EXERCISE: Please say how many lines in the records below contain the word "rows", giving only the number.

SUPPLIED DATA:
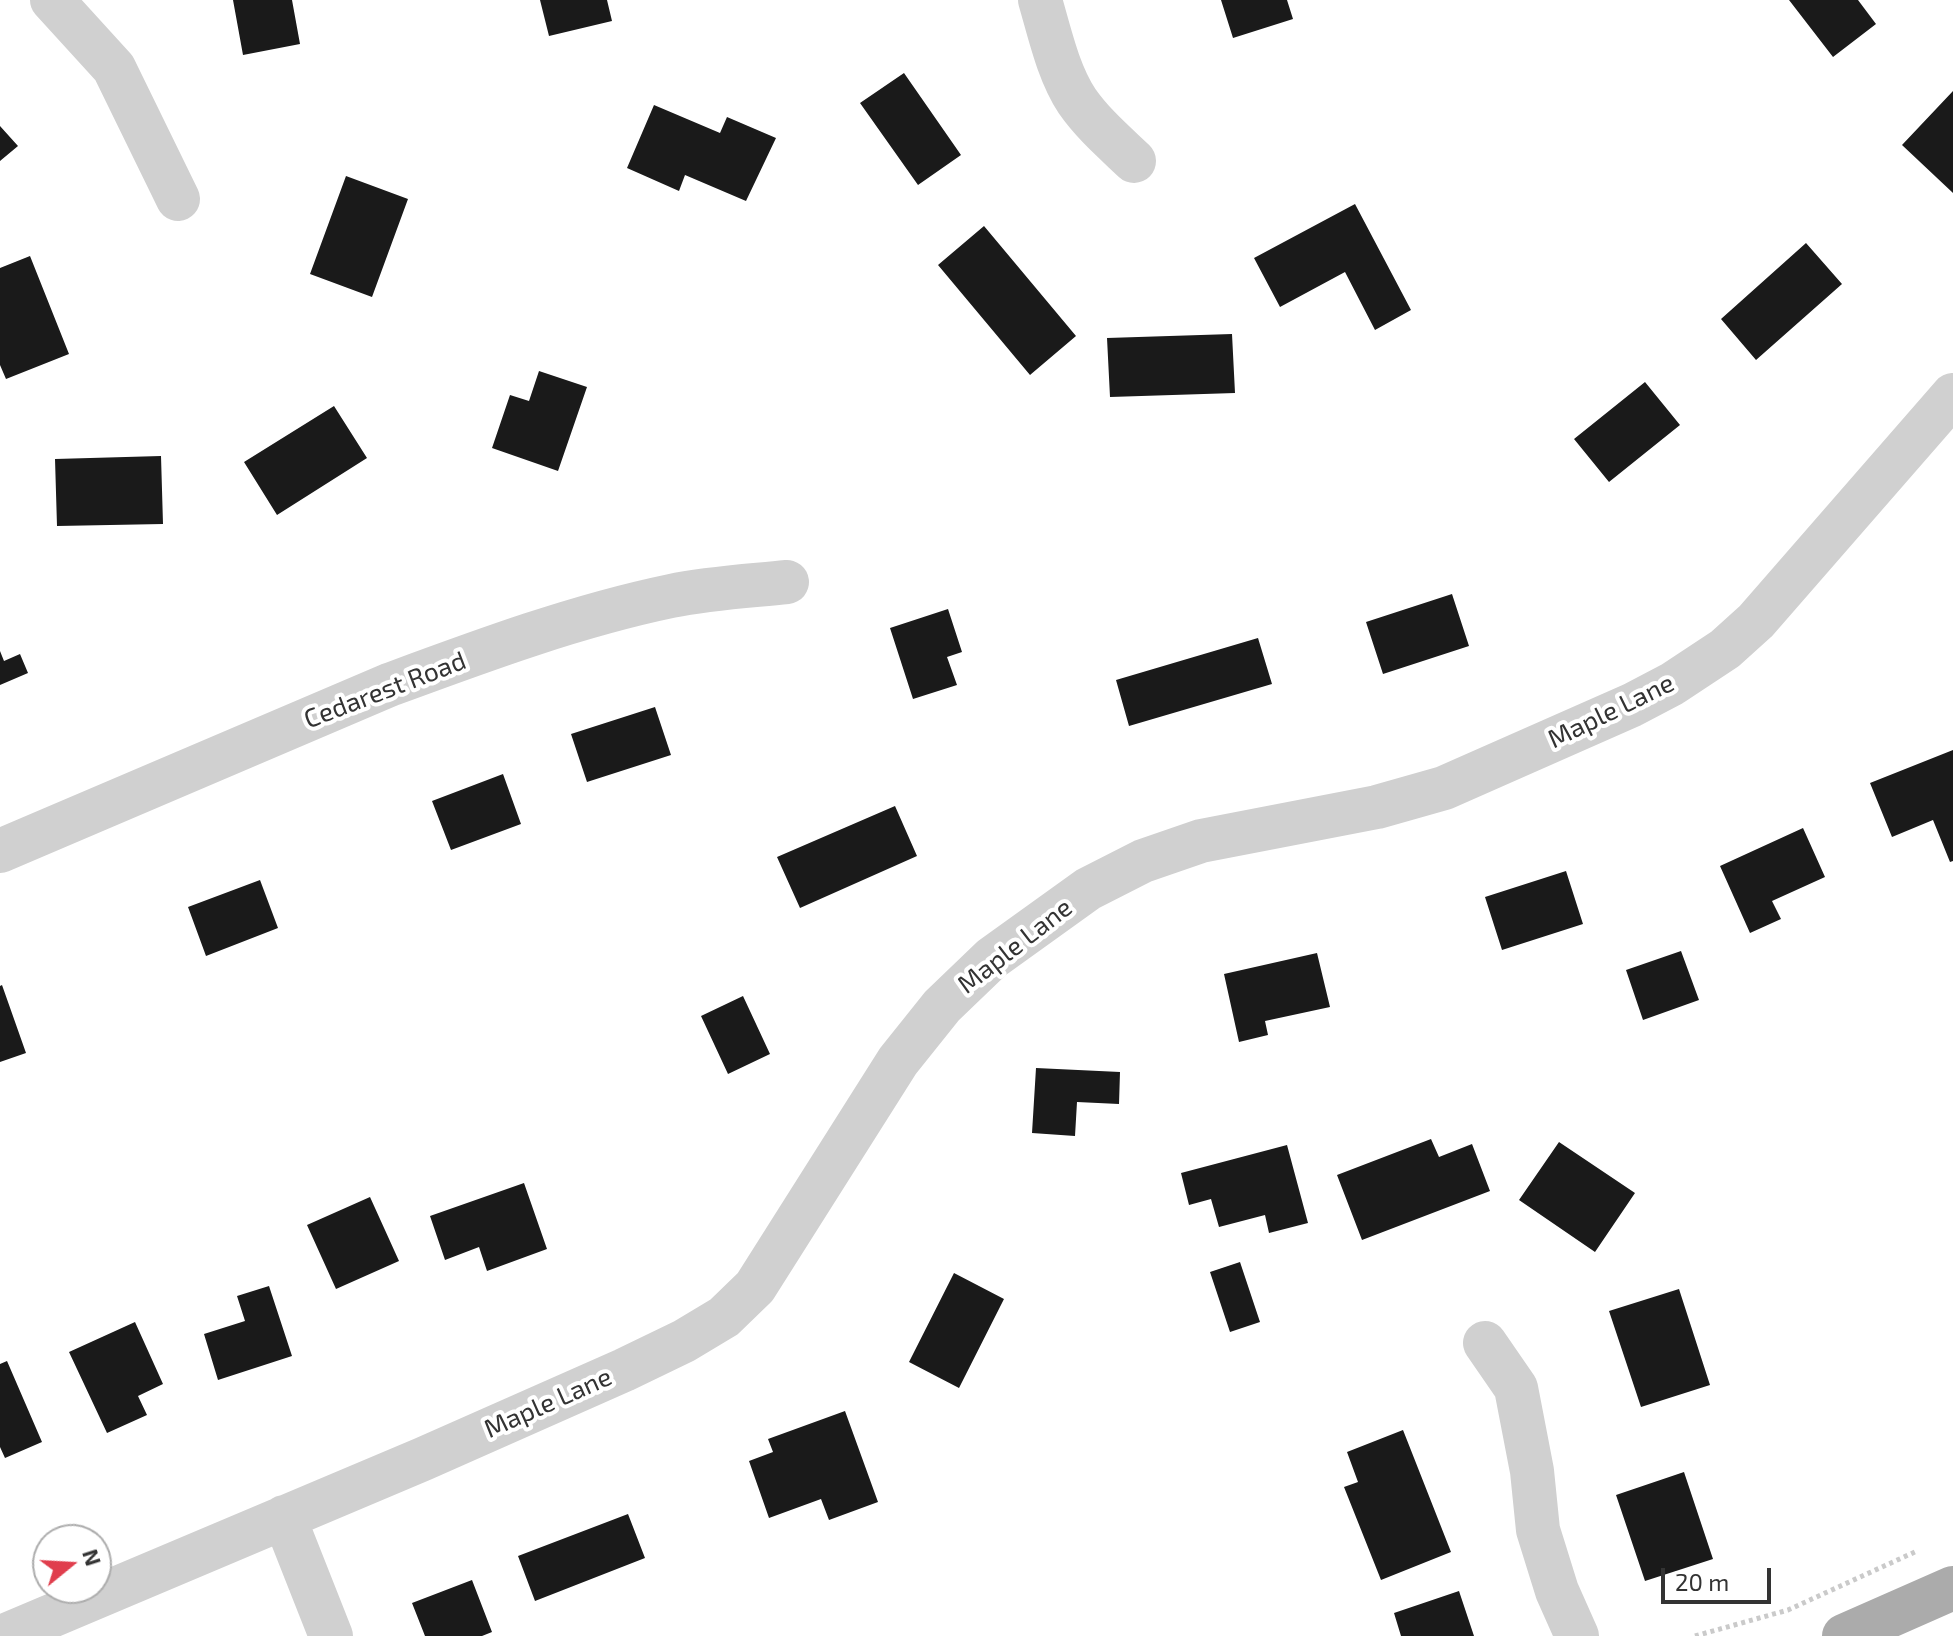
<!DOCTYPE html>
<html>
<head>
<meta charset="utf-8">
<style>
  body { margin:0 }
  #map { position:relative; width:1953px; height:1636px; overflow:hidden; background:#fff; font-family:"Exo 2",sans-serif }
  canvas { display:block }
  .north { position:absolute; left:32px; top:1524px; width:80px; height:80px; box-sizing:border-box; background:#fff; border:2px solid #adadad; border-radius:50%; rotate:72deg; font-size:22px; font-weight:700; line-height:32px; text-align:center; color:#333 }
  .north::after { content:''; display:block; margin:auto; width:28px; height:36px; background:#e03e4d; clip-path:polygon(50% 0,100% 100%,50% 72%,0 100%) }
  .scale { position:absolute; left:1661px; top:1568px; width:110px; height:36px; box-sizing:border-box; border:4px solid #333; border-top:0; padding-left:10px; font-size:24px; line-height:28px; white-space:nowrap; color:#333; -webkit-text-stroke:6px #fff; paint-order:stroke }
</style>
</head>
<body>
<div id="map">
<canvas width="1953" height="1636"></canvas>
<div class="north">N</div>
<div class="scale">20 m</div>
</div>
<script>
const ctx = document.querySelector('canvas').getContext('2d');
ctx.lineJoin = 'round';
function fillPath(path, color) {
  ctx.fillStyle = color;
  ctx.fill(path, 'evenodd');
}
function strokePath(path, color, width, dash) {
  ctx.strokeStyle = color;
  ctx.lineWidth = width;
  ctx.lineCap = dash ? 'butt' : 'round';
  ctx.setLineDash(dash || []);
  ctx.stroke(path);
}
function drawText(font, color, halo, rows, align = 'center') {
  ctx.font = font + ' "Exo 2",sans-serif';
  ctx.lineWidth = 8;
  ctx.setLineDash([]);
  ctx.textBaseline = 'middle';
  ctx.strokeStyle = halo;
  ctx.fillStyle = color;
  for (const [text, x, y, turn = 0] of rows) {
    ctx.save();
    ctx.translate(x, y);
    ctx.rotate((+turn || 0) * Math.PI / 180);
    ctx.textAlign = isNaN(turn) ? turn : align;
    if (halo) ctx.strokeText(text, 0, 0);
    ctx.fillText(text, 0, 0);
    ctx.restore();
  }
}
const building = new Path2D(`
  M 233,0 L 292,0 L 300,44 L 243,55 Z
  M 540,0 L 607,0 L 612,21 L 549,36 Z
  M 1221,0 L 1287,0 L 1293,19 L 1233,38 Z
  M 1789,0 L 1858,0 L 1876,24 L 1833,57 Z
  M 904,73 L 961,155 L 918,185 L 860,103 Z
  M 1953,91 L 1953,193 L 1902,145 Z
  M 654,105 L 720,133 L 727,117 L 776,138 L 746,201 L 685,175 L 679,191 L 627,168 Z
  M 0,126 L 18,146 L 0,161 Z
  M 346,176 L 408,199 L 372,297 L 310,274 Z
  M 1355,204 L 1411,310 L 1375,330 L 1345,272 L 1280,307 L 1254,258 Z
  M 984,226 L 1076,336 L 1030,375 L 938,265 Z
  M 1806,243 L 1842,284 L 1756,360 L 1721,319 Z
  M 30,256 L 69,354 L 6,379 L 0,365 L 0,268 Z
  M 1232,334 L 1235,393 L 1110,397 L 1107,338 Z
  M 539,371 L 587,387 L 558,471 L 492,448 L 510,395 L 529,401 Z
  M 1645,382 L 1680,425 L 1609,482 L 1574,439 Z
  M 334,406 L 367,458 L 277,515 L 244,462 Z
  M 161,456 L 163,524 L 57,526 L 55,459 Z
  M 1452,594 L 1469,646 L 1383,674 L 1366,622 Z
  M 948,609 L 962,652 L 947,657 L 957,685 L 913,699 L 890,628 Z
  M 1258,638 L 1272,684 L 1129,726 L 1116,680 Z
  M 0,651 L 4,661 L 20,654 L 28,673 L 0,685 Z
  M 655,707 L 671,755 L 587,782 L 571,734 Z
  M 1953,750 L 1953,861 L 1950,862 L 1933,820 L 1892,837 L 1870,783 Z
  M 503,774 L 521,824 L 451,850 L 432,801 Z
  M 895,806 L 917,856 L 800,908 L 777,857 Z
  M 1803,828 L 1825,877 L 1772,901 L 1781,919 L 1750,933 L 1720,866 Z
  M 1566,871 L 1583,924 L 1502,950 L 1485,897 Z
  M 260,880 L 278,928 L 206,956 L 188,907 Z
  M 1681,951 L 1699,1000 L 1643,1020 L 1626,970 Z
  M 1317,953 L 1330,1007 L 1265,1021 L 1268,1035 L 1239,1042 L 1224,974 Z
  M 2,985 L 26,1053 L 0,1062 L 0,986 Z
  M 743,996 L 770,1054 L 728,1074 L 701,1016 Z
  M 1036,1068 L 1120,1072 L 1119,1104 L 1077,1102 L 1075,1136 L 1032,1133 Z
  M 1431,1139 L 1439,1157 L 1472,1144 L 1490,1191 L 1362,1240 L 1337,1175 Z
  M 1559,1142 L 1635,1193 L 1595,1252 L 1519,1200 Z
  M 1287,1145 L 1308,1223 L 1269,1233 L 1265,1215 L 1219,1227 L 1211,1199 L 1189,1205 L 1181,1173 Z
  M 524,1183 L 547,1249 L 487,1271 L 479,1247 L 445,1260 L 430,1216 Z
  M 370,1197 L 399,1261 L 336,1289 L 307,1225 Z
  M 1240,1262 L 1260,1322 L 1230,1332 L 1210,1272 Z
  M 954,1273 L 1004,1299 L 959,1388 L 909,1362 Z
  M 269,1286 L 292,1356 L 218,1380 L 204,1334 L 245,1321 L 237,1296 Z
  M 1679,1289 L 1710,1385 L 1641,1407 L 1609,1311 Z
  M 135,1322 L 163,1384 L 138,1396 L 147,1415 L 107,1433 L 69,1352 Z
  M 7,1361 L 42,1442 L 5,1458 L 0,1447 L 0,1364 Z
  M 845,1411 L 878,1502 L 829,1520 L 821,1499 L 769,1518 L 749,1461 L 773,1452 L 768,1439 Z
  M 1403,1430 L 1451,1552 L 1381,1580 L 1344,1487 L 1358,1482 L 1347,1452 Z
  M 1684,1472 L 1713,1559 L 1645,1581 L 1616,1495 Z
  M 628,1514 L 645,1558 L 535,1601 L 518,1556 Z
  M 472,1580 L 492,1632 L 482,1636 L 425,1636 L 412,1603 Z
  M 1459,1591 L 1474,1636 L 1401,1636 L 1394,1613 Z`);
const path = new Path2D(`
  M 1695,1636 L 1788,1610 L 1917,1551`);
const minor = new Path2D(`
  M 52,0 L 114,68 L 178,199
  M 1040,0 C 1050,34 1058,72 1077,101 C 1093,124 1114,142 1134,161
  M 0,851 L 389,685 C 481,651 575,616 671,596 C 709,588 748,586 787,582
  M 1485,1343 L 1516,1388 L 1532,1471 L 1538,1530 L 1557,1591 L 1577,1636
  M 284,1517 L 331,1636
  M 4,1636 L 423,1459 L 624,1370 L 684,1341 L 724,1317 L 755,1287 L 898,1061 L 942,1006 L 992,958 L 1088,889 L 1143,861 L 1201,841 L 1377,807 L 1444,788 L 1632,705 L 1672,684 L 1725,649 L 1756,621 L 1953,395`);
const major = new Path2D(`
  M 1844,1636 L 1953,1588`);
const streetNames = [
  ["Cedarest Road",385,690,-21],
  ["Maple Lane",1611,711,-26],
  ["Maple Lane",1015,946,-38],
  ["Maple Lane",548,1403,-24]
];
fillPath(building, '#1a1a1a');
strokePath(path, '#cacaca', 5, [4, 4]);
strokePath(minor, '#d0d0d0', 44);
strokePath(major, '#ababab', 44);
drawText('26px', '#333', '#fff', streetNames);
</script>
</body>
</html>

RESPONSE TO THE TASK: 2